In the meantime, prepare your potsticker filling. Place all the ingredients in a large bowl and use a pair of chopsticks to mix them thoroughly. To adjust the seasoning, you can fry up one tablespoon of filling in a small pan. Taste the cooked filling and adjust the seasoning of the rest of the raw filling to your liking.
Cut the dough into half and roll each half to a long 1 inch diameter log. You may cut the logs in half to make it easier. Cover the unused ones with a damp cloth to prevent drying. Take one log and cut it into 1 or 1½ inch thick pieces. Form each piece into a ball and use a rolling pin (sprinkled with flour to prevent sticking) to flatten them into a thin disc at around 3.5 inch diameter. Place about 1 to 1½ teaspoons of filling onto the center of each disc of dough.

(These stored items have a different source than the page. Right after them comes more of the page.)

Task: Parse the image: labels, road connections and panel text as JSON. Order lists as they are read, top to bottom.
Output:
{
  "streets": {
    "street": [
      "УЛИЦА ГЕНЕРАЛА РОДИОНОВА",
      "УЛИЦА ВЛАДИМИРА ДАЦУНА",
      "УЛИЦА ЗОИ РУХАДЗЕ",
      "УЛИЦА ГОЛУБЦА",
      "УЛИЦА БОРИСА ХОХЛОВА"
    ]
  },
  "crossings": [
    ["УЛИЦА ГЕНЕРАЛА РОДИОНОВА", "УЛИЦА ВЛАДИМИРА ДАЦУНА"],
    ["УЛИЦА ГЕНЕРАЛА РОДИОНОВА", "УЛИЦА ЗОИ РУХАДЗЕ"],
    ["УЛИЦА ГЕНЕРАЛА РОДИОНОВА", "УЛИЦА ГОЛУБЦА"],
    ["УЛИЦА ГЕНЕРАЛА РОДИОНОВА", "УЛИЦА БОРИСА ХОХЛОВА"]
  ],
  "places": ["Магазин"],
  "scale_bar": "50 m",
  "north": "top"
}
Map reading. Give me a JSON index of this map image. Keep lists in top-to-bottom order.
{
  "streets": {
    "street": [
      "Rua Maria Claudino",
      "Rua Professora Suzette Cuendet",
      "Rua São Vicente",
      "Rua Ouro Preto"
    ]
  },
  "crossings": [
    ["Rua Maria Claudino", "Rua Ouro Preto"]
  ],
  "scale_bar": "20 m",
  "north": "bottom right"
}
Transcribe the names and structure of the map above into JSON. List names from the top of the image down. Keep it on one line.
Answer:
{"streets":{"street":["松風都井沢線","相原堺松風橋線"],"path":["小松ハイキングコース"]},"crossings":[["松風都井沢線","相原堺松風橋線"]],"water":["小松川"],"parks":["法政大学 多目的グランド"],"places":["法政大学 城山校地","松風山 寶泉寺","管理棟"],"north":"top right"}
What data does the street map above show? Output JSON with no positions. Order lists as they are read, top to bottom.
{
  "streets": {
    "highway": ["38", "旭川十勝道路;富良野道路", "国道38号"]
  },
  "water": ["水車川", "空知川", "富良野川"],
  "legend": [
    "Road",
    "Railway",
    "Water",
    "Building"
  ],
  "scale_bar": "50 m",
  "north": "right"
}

Watch this video to see how to form the creases on the edges of your potstickers.
Place your formed potstickers onto a baking sheet lined with parchment paper to prevent them from sticking to the bottom.
Heat up a large pan with enough oil to coat the pan. Place the potstickers onto the pan to brown the bottoms. When the bottoms are browned, add water to cover 1/3 of the potstickers and immediately place a cover on the pan. The oil will splatter so hold the cover in front of the pan as you pour the water. Lower the temperature to a medium and steam for about 5 minutes. Remove the cover and wait for the water to evaporate to ensure a crispy potsticker bottom. Serve immediately. Combine all the ingredients for the dipping sauce in a bowl and divide into small soy sauce dishes.
Enjoy the potstickers with the dipping sauce or on their own!